**Assignment:**
Once you find a line containing the word "tools" in the entries below, copy it.

[Records from a data collection]
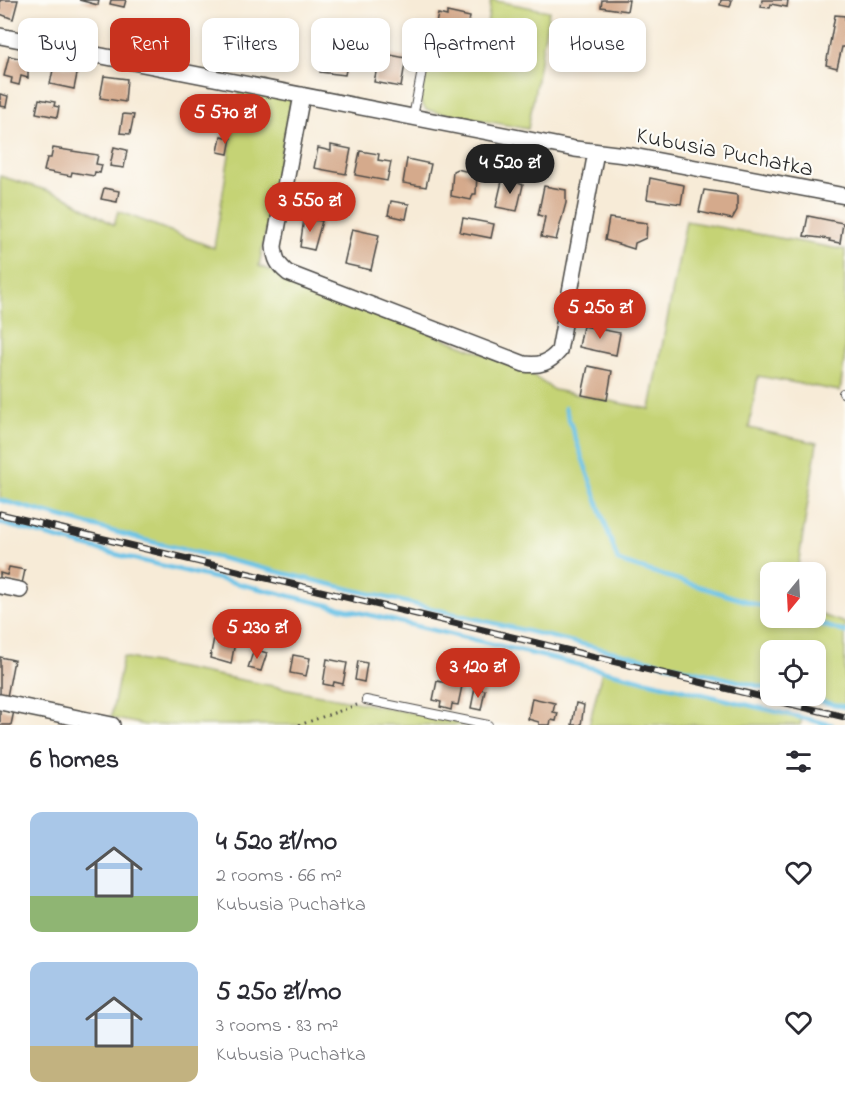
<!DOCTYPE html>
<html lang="en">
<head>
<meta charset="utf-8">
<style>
	body { margin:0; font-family:"Indie Flower",sans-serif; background:#f7f7f7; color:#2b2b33; height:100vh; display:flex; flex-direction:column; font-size:22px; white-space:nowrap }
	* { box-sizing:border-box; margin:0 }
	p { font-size:20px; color:#7c7c81 }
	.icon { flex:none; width:33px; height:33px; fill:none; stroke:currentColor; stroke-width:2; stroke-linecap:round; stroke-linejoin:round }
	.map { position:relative; height:725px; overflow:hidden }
	.panel { display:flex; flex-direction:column; background:#fff; flex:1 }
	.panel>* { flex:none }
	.top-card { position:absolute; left:18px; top:18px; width:810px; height:54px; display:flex; gap:12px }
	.needle { width:39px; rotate:198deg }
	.tools { position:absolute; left:760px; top:562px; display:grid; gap:12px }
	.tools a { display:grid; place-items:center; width:66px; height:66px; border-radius:12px; background:#fff; box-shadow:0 3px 9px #0003; font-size:30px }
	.price { position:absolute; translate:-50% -51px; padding:0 14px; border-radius:21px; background:#c8321e; color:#fff; font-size:20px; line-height:39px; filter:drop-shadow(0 2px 3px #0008) }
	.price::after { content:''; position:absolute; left:50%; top:36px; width:18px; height:14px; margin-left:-9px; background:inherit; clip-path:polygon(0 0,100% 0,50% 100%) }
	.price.current { background:#222; color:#fff }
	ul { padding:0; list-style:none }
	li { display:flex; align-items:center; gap:18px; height:150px; padding:0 30px }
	li span { display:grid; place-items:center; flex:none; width:168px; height:120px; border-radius:12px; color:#555 }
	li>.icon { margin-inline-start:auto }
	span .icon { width:72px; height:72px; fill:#fffc; stroke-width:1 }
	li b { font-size:26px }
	h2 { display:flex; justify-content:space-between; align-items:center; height:72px; padding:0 30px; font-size:26px }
	.pill { padding:0 21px; border-radius:12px; background:#fff; box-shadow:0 3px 9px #0003; font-size:21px; line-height:54px }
	.pill.current { background:#c8321e; color:#fff }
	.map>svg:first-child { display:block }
</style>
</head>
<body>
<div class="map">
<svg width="845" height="725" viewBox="0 0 845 725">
	<rect width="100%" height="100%" fill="#fdfcf7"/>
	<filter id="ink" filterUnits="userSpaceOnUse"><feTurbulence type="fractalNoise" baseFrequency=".0167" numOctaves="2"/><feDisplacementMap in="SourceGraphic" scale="12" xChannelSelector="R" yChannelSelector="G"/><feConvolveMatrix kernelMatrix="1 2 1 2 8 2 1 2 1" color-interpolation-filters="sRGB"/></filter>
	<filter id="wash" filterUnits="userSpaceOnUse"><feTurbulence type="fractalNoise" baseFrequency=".008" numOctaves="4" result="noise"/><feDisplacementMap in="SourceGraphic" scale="24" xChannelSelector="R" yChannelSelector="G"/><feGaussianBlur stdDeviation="1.35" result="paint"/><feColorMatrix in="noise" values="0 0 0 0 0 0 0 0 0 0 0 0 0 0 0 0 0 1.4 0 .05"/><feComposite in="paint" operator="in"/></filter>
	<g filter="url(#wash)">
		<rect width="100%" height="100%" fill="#f7ebd7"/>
		<path fill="#c5d374" stroke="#787f50" stroke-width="1.5" d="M 491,0 L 549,11 L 528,129 L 426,110 L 420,101 L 426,73 L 437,49 L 482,57 Z
			M 240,87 L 292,96 L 259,266 L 525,370 L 554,390 L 650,409 L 686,221 L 845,250 L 845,355 L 840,391 L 758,376 L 749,428 L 817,443 L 797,573 L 771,573 L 771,618 L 816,618 L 816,613 L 845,623 L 845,707 L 799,696 L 816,696 L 816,651 L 771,651 L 771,689 L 144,540 L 0,500 L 0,176 L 65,196 L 114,225 L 118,211 L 214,248 Z
			M 123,657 L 476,725 L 145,725 L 111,718 Z
			M 602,671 L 802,718 L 800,725 L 589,725 Z"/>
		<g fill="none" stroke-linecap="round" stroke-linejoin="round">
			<path stroke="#6ac3e7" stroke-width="4.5" d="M 565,408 L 618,561 L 771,609
				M 0,500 L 144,540 L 771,689
				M 0,523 L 126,557 L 832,725
				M 801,618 L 845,632
				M 799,696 L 845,707"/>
		</g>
		<g id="blocks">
			<path fill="#d5aa8c" d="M 0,0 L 18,0 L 13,19 L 0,14 Z
				M 79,0 L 99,0 L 98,5 Z
				M 111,0 L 126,0 L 124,7 L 110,4 Z
				M 602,0 L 629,0 L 627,11 L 601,7 Z
				M 721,0 L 732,0 L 730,7 L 720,5 Z
				M 762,0 L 788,0 L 787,7 L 771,4 L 770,8 L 761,7 Z
				M 447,12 L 470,17 L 466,37 L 434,33 L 438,14 L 447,16 Z
				M 835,15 L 845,16 L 845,47 L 842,47 L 837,68 L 826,65 Z
				M 139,21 L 176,29 L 173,45 L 155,42 L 154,44 L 135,38 Z
				M 322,47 L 342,51 L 341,54 L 349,55 L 345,75 L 320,72 Z
				M 380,53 L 406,58 L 401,87 L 374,82 Z
				M 9,56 L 28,60 L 28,78 L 21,76 L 19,85 L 11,83 L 12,78 L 4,76 Z
				M 54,65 L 78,69 L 74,89 L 50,84 Z
				M 104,76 L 127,79 L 125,102 L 100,98 Z
				M 0,94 L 8,96 L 6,107 L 0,106 Z
				M 212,96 L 224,99 L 222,121 L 201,116 L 206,98 L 211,99 Z
				M 39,99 L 55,102 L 54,106 L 59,107 L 57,117 L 36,113 Z
				M 123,114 L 134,115 L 130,134 L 120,133 Z
				M 221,136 L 231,138 L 228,154 L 218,152 Z
				M 331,145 L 351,149 L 346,174 L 314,168 L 318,148 L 331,151 Z
				M 114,147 L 127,150 L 124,168 L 110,166 Z
				M 53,148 L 98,155 L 96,164 L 102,165 L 100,173 L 95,172 L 94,176 L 72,172 L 71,176 L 44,171 L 47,158 L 51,158 Z
				M 360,151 L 379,154 L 378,160 L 391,162 L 387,181 L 355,175 Z
				M 407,159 L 431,164 L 426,187 L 403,183 Z
				M 457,169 L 477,174 L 476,194 L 473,194 L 471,200 L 451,196 L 453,171 Z
				M 650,178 L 684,185 L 681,204 L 647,199 Z
				M 511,180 L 523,185 L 517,211 L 496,207 L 502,181 Z
				M 544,186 L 566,190 L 566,203 L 556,240 L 541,237 L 545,217 L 538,215 Z
				M 104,188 L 119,191 L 117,202 L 101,199 Z
				M 704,190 L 737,195 L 737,210 L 732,219 L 699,212 Z
				M 391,201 L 409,204 L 406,219 L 388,215 Z
				M 808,216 L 843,223 L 840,243 L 829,241 L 830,239 L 804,236 Z
				M 304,218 L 322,221 L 314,250 L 300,247 Z
				M 463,218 L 494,224 L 491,238 L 460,232 Z
				M 609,218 L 647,223 L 646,238 L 635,243 L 634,249 L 605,240 Z
				M 352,229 L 379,235 L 371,270 L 344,264 Z
				M 583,326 L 620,333 L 616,355 L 579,347 Z
				M 588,366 L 612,371 L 607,400 L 582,395 Z
				M 9,567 L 25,570 L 22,584 L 0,580 L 0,573 L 7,575 Z
				M 214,638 L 235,642 L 231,664 L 210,658 Z
				M 254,649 L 267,653 L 261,671 L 248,668 Z
				M 293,655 L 310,658 L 306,676 L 290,673 Z
				M 0,657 L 14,660 L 7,697 L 0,696 Z
				M 327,659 L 347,663 L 343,684 L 334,682 L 333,686 L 323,684 Z
				M 358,661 L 367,663 L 364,682 L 355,680 Z
				M 467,666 L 475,668 L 472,681 L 464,680 Z
				M 437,681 L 462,686 L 458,705 L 452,704 L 451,710 L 440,707 L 441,702 L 433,700 Z
				M 475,688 L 485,690 L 481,710 L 471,708 Z
				M 532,698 L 555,703 L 553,712 L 558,713 L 556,721 L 551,720 L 550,725 L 539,725 L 539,722 L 528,719 Z
				M 576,703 L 584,705 L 581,725 L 572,725 Z
				M 0,709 L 14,711 L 11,725 L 0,725 Z"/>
		</g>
	</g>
	<g filter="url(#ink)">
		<use href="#blocks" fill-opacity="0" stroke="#4a4845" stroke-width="1.5"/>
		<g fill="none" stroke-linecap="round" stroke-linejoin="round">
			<g stroke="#4a4845" stroke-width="10">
				<path id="service" d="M 413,117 L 426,50
					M 843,393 L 845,394
					M 366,700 L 488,725"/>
			</g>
			<g stroke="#4a4845" stroke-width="18">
				<path id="minor" d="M 0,36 L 575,149 L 633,156 L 845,196
					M 302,95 L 274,246 C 275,259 278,265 288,273 L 524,364 C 540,366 549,363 559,351 L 596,152
					M 0,586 L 20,590
					M 0,702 L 112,725"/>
			</g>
			<path stroke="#4a4845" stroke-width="3" stroke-dasharray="1.5 4.5" stroke-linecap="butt" d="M 299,725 L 357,705"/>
			<use href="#service" stroke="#fff" stroke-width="8"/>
			<use href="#minor" stroke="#fff" stroke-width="15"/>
			<g stroke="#2b2b2b" stroke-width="7">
				<path id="rail" d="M 0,514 L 845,717"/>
			</g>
			<use href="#rail" stroke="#fdfcf7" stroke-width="4.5" stroke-dasharray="14" stroke-linecap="butt"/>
		</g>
	</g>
	<g text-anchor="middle" stroke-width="4.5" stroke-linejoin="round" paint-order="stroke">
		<g font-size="24" fill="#2b2b2b" stroke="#fdfcf7">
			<text transform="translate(725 151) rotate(11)" y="8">Kubusia Puchatka</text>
		</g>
	</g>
</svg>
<div class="tools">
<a><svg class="needle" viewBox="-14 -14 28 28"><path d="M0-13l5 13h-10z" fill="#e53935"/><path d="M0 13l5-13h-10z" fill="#7c7c81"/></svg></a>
<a><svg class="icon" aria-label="locate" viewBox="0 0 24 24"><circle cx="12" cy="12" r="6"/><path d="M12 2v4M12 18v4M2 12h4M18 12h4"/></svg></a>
</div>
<b class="price" style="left:225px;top:145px">5 570 zł</b>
<b class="price current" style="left:510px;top:195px">4 520 zł</b>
<b class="price" style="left:310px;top:233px">3 550 zł</b>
<b class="price" style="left:600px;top:340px">5 250 zł</b>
<b class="price" style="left:257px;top:660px">5 230 zł</b>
<b class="price" style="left:478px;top:699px">3 120 zł</b>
<div class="top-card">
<a class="pill">Buy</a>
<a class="pill current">Rent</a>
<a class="pill">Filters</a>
<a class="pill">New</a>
<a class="pill">Apartment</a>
<a class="pill">House</a>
</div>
</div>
<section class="panel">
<h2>6 homes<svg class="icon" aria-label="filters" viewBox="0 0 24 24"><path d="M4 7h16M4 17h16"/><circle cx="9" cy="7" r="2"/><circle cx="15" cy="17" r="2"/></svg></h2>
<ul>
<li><span style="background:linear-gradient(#a9c7e8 70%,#8fb573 0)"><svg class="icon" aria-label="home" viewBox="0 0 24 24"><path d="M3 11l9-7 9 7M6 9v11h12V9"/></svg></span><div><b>4 520 zł/mo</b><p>2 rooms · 66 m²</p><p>Kubusia Puchatka</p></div><svg class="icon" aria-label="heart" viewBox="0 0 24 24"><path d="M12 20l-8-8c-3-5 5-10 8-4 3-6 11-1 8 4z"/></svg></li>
<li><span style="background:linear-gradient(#a9c7e8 70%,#c2b280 0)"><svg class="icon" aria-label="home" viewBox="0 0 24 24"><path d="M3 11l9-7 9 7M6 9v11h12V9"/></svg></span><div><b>5 250 zł/mo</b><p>3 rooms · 83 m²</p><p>Kubusia Puchatka</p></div><svg class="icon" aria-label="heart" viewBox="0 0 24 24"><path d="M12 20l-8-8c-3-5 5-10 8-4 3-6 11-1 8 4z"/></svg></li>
</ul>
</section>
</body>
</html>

**Completed exercise:**
	.tools { position:absolute; left:760px; top:562px; display:grid; gap:12px }
	.tools a { display:grid; place-items:center; width:66px; height:66px; border-radius:12px; background:#fff; box-shadow:0 3px 9px #0003; font-size:30px }
<div class="tools">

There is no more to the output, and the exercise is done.